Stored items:
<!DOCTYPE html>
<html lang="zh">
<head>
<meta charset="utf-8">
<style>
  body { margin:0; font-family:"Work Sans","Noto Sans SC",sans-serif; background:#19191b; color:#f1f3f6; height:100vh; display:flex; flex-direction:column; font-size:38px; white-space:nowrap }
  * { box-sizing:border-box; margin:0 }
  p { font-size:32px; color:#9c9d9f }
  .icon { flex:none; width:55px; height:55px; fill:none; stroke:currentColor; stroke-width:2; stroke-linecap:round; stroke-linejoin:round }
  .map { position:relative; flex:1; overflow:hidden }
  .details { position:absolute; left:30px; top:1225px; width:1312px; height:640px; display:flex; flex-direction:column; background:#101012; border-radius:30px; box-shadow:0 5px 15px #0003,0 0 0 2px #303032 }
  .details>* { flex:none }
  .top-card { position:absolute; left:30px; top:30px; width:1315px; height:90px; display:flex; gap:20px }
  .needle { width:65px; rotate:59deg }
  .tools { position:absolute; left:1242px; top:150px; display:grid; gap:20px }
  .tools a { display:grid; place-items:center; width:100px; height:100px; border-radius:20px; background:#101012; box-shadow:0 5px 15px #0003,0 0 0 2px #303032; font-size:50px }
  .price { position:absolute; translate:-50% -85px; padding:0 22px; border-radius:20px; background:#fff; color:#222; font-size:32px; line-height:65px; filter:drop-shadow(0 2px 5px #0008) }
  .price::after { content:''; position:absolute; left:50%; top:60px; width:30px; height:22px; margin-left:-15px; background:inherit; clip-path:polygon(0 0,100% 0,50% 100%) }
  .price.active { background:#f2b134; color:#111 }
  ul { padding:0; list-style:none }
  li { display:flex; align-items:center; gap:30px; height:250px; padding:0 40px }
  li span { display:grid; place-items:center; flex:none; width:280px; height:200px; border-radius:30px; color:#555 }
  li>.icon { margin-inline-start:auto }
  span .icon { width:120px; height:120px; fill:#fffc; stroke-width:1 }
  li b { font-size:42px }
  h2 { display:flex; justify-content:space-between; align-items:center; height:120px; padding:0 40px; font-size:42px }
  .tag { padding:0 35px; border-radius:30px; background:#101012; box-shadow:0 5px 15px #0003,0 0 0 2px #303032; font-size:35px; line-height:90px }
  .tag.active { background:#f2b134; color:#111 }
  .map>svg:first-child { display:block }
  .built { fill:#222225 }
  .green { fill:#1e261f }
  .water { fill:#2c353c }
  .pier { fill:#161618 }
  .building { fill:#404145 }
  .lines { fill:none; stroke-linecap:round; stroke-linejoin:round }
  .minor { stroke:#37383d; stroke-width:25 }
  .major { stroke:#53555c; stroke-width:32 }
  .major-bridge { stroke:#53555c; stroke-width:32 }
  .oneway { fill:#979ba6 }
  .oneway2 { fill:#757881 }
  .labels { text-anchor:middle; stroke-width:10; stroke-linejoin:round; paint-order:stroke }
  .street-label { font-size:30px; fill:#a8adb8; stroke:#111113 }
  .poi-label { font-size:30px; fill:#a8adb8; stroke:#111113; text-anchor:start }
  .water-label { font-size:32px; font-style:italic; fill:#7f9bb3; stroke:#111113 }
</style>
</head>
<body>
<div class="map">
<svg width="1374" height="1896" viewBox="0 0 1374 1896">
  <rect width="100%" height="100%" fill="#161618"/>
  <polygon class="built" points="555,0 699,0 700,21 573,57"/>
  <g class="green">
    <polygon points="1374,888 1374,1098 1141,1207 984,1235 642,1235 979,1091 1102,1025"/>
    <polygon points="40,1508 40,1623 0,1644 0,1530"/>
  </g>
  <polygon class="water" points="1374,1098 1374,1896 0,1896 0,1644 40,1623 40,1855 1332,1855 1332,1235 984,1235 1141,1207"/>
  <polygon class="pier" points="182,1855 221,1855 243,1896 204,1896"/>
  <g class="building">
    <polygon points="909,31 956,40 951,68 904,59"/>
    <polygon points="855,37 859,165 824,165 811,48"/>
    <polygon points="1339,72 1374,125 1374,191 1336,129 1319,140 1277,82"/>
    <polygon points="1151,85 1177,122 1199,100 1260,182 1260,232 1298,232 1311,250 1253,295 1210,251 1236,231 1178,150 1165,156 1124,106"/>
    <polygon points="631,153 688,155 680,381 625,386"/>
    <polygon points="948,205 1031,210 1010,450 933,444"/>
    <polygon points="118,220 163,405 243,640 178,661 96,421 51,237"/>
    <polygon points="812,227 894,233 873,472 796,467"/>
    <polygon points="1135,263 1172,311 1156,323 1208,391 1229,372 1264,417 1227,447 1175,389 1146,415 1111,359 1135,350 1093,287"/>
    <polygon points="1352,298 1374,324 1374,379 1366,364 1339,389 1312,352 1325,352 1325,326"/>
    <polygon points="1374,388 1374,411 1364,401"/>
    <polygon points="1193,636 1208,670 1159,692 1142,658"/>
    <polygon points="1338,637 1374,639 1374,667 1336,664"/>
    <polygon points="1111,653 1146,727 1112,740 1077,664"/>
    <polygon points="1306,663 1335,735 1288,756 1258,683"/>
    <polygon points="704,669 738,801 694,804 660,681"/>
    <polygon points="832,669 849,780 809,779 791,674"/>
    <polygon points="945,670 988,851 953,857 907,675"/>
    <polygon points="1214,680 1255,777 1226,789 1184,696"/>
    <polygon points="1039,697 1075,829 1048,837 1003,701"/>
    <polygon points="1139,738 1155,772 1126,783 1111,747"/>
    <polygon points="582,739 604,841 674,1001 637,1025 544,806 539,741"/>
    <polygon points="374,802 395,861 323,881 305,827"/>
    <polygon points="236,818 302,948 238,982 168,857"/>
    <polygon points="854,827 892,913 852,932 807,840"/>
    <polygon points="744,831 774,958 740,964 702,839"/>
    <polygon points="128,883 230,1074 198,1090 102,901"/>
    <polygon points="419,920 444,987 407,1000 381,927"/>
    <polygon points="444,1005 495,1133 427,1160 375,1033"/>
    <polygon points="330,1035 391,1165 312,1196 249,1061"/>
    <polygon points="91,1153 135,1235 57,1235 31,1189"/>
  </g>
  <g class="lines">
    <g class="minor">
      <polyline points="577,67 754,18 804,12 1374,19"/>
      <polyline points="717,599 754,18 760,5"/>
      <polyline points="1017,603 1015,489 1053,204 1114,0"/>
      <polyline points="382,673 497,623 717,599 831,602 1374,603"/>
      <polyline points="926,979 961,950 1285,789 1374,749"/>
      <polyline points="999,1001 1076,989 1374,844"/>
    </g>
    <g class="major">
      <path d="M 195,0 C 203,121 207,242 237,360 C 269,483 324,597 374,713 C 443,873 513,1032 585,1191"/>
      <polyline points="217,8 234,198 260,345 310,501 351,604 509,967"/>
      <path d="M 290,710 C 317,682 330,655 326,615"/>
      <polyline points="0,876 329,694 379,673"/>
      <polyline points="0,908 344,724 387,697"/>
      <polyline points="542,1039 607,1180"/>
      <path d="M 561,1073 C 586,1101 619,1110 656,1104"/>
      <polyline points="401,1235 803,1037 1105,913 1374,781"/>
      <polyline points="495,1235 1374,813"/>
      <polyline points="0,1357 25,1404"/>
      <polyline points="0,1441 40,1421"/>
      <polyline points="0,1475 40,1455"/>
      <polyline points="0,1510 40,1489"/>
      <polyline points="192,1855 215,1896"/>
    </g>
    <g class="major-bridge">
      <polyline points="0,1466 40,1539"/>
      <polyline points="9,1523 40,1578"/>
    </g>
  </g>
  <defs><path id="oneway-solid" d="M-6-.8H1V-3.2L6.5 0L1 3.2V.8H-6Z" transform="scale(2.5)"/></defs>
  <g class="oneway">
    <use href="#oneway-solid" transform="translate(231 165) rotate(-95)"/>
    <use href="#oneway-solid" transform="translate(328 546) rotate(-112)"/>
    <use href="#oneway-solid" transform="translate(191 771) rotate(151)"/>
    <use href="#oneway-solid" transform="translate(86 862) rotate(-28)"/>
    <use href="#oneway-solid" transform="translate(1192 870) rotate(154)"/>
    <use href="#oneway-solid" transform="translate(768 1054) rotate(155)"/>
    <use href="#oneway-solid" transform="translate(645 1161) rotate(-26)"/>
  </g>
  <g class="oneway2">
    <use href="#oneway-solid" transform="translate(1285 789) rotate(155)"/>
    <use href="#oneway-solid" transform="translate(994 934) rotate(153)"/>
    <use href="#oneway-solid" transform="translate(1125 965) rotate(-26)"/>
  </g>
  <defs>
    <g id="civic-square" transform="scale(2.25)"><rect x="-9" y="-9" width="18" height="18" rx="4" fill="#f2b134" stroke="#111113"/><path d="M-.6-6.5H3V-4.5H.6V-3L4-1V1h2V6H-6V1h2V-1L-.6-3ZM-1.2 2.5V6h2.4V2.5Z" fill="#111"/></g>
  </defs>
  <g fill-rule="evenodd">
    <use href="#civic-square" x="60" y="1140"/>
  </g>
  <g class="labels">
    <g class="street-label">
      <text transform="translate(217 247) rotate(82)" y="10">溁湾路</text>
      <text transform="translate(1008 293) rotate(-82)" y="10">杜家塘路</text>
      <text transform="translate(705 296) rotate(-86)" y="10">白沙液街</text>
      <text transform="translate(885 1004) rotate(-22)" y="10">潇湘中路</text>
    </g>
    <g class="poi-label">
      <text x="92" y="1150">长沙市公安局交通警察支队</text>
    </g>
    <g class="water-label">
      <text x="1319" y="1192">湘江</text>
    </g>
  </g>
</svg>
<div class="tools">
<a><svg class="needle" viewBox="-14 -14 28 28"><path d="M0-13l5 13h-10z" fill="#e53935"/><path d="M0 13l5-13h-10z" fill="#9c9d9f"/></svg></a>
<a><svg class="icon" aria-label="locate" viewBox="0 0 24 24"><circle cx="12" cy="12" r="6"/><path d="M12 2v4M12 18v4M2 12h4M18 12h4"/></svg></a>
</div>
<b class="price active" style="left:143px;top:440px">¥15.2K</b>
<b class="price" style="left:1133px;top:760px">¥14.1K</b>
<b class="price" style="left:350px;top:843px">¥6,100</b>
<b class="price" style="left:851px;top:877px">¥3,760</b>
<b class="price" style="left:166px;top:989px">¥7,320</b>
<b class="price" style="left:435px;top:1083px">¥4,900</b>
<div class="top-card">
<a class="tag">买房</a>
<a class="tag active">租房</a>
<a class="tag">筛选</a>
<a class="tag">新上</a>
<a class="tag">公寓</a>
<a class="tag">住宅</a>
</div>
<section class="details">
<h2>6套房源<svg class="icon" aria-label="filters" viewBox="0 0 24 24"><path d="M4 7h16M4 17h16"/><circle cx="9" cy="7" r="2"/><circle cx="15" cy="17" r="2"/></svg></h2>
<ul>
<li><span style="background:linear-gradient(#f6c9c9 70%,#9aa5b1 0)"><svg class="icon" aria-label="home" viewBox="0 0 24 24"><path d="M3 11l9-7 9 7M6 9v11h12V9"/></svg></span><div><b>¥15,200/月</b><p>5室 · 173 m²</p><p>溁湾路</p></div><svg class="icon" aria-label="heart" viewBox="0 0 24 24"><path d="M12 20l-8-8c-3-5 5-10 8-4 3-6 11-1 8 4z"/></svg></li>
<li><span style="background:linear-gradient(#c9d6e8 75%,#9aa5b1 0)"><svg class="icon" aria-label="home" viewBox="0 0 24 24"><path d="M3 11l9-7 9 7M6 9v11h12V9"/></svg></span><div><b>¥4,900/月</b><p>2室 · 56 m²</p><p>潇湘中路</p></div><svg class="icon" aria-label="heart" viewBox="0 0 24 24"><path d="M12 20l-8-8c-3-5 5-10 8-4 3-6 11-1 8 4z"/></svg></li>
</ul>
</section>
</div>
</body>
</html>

TASK TO COMPLETE: Quote the records above exactly, from the first line through the line containing "content:''; position:absolute; left:50%;", and nothing more.

FINAL ANSWER:
<!DOCTYPE html>
<html lang="zh">
<head>
<meta charset="utf-8">
<style>
  body { margin:0; font-family:"Work Sans","Noto Sans SC",sans-serif; background:#19191b; color:#f1f3f6; height:100vh; display:flex; flex-direction:column; font-size:38px; white-space:nowrap }
  * { box-sizing:border-box; margin:0 }
  p { font-size:32px; color:#9c9d9f }
  .icon { flex:none; width:55px; height:55px; fill:none; stroke:currentColor; stroke-width:2; stroke-linecap:round; stroke-linejoin:round }
  .map { position:relative; flex:1; overflow:hidden }
  .details { position:absolute; left:30px; top:1225px; width:1312px; height:640px; display:flex; flex-direction:column; background:#101012; border-radius:30px; box-shadow:0 5px 15px #0003,0 0 0 2px #303032 }
  .details>* { flex:none }
  .top-card { position:absolute; left:30px; top:30px; width:1315px; height:90px; display:flex; gap:20px }
  .needle { width:65px; rotate:59deg }
  .tools { position:absolute; left:1242px; top:150px; display:grid; gap:20px }
  .tools a { display:grid; place-items:center; width:100px; height:100px; border-radius:20px; background:#101012; box-shadow:0 5px 15px #0003,0 0 0 2px #303032; font-size:50px }
  .price { position:absolute; translate:-50% -85px; padding:0 22px; border-radius:20px; background:#fff; color:#222; font-size:32px; line-height:65px; filter:drop-shadow(0 2px 5px #0008) }
  .price::after { content:''; position:absolute; left:50%; top:60px; width:30px; height:22px; margin-left:-15px; background:inherit; clip-path:polygon(0 0,100% 0,50% 100%) }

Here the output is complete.